The line containing "position:relative; width:2370px; height:414px;" marks the end: write out exactly every line from the first line of the data below through that line, and only those.

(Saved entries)
++++++++++
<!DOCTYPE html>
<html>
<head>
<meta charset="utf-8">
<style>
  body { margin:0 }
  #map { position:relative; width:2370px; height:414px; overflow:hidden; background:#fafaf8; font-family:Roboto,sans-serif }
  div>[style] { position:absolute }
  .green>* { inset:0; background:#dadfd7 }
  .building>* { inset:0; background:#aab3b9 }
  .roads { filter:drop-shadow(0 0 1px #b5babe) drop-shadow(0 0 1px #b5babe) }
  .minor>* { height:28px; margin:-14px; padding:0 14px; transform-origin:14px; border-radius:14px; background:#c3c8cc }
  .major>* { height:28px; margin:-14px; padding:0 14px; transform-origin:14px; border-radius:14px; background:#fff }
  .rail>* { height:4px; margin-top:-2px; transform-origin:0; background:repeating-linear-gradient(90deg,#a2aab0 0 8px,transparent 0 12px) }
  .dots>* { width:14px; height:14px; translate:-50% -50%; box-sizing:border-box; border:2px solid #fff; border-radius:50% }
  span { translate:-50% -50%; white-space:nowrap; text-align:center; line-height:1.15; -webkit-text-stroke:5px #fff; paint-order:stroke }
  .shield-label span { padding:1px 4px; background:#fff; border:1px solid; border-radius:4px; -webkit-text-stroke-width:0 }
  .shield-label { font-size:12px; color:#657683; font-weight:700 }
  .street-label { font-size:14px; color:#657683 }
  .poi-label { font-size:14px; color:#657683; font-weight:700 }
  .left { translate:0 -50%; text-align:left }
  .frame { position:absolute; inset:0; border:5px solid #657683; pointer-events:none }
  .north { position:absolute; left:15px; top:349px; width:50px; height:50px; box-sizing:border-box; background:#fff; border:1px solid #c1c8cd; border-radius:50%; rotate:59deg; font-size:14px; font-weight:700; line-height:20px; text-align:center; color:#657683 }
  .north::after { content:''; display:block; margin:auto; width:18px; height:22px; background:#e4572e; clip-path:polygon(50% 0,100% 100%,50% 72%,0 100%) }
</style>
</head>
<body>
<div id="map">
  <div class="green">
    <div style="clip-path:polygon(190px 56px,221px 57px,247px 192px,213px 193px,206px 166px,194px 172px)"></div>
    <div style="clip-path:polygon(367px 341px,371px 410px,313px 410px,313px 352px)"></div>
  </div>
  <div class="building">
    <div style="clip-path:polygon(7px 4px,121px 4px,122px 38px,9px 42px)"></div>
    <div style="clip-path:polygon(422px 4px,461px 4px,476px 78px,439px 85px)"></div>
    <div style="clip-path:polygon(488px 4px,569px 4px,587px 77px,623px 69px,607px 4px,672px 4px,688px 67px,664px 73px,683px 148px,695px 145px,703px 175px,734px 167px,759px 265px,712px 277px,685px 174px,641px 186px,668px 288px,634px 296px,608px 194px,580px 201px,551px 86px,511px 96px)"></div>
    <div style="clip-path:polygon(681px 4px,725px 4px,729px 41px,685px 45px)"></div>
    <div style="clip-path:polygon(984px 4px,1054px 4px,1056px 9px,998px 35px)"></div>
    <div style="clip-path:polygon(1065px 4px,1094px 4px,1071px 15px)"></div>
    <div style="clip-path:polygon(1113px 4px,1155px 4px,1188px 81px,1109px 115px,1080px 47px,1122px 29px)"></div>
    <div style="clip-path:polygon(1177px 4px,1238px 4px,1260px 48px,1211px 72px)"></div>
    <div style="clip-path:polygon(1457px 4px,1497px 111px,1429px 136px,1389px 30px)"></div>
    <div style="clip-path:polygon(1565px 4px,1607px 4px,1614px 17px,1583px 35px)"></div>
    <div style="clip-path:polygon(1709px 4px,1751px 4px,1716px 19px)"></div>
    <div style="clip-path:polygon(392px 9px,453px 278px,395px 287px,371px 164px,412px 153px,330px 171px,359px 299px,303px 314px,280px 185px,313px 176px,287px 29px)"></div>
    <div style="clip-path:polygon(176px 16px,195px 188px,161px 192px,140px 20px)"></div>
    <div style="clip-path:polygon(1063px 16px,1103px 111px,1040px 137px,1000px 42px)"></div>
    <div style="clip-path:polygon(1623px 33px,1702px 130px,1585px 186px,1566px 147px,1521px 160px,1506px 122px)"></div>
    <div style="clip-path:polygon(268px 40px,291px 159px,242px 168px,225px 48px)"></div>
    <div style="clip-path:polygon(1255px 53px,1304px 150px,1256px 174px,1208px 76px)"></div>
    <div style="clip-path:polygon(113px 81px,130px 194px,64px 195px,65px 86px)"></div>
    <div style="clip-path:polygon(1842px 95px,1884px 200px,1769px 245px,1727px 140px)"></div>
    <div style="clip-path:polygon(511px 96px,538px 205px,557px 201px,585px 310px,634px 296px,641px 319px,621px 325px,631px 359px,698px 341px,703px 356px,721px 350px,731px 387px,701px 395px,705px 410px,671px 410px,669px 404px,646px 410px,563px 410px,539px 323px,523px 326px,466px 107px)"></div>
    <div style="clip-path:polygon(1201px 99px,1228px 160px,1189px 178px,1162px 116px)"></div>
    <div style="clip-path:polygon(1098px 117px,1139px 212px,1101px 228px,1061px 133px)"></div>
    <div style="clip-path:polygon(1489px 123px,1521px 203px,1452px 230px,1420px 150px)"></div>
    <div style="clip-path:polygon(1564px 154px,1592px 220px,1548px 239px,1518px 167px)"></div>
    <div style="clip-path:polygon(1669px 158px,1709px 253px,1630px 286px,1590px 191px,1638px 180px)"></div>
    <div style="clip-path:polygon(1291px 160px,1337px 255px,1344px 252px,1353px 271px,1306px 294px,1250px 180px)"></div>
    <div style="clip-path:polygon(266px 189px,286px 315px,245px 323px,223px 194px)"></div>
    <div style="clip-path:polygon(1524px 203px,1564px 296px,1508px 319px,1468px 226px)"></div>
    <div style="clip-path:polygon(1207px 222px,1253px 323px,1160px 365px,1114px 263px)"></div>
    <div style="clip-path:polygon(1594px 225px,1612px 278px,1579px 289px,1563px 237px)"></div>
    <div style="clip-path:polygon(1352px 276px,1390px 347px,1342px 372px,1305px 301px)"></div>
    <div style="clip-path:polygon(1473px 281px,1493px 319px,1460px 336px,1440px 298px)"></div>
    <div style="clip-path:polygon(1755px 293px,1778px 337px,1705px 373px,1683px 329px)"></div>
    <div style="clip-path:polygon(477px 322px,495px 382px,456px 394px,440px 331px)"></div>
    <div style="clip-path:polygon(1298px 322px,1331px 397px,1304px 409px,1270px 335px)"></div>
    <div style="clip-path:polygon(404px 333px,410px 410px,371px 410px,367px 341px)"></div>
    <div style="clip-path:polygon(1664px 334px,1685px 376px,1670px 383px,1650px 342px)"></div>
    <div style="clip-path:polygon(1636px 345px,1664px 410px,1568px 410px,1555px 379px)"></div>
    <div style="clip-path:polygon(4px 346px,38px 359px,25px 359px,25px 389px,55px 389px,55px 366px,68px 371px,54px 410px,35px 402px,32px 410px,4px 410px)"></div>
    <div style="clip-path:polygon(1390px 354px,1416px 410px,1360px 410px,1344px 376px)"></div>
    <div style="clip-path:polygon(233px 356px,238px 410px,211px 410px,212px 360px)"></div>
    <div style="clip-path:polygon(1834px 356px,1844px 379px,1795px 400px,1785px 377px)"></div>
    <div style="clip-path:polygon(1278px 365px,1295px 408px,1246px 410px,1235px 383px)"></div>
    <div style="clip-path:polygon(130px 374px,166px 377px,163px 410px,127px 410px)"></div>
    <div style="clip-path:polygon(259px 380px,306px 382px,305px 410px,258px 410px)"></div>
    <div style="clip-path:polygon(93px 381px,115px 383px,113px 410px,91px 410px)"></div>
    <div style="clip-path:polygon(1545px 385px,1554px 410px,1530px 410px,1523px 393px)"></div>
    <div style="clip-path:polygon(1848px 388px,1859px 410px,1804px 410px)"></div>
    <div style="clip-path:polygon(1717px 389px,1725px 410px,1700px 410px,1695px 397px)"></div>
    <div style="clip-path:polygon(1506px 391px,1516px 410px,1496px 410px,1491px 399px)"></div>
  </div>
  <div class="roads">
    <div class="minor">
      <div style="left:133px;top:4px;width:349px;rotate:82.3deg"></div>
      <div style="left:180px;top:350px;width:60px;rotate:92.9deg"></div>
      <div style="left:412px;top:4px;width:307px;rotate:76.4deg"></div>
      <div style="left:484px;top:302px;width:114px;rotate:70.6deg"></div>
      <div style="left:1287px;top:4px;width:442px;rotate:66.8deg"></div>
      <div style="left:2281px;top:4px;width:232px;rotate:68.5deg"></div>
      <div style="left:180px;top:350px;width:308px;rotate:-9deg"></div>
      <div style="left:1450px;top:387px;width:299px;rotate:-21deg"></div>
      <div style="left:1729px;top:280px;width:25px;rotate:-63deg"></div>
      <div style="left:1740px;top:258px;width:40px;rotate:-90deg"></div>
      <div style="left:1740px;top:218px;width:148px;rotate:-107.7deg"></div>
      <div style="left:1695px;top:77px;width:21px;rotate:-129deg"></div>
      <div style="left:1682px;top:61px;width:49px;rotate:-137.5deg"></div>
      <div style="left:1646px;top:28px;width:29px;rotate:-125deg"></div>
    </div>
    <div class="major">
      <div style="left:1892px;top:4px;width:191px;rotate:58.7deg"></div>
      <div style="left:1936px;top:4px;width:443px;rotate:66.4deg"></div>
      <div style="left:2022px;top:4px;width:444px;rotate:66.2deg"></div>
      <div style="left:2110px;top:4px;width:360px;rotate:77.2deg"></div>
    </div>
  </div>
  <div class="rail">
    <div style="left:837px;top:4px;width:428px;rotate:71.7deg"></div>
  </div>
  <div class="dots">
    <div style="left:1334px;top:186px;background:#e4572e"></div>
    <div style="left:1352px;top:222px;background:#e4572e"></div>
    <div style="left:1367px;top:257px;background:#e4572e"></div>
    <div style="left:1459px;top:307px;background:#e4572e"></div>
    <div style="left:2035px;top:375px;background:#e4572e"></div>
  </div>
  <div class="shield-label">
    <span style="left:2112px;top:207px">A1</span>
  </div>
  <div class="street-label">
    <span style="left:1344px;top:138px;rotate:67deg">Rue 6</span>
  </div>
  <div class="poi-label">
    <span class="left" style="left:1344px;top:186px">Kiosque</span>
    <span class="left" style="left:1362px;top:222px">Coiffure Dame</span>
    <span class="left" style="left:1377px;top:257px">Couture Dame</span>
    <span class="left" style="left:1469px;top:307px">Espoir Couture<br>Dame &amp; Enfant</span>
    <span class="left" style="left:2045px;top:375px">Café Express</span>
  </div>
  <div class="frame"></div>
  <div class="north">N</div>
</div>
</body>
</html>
++++++++++
RESPONSE TO THIS EXERCISE:
<!DOCTYPE html>
<html>
<head>
<meta charset="utf-8">
<style>
  body { margin:0 }
  #map { position:relative; width:2370px; height:414px; overflow:hidden; background:#fafaf8; font-family:Roboto,sans-serif }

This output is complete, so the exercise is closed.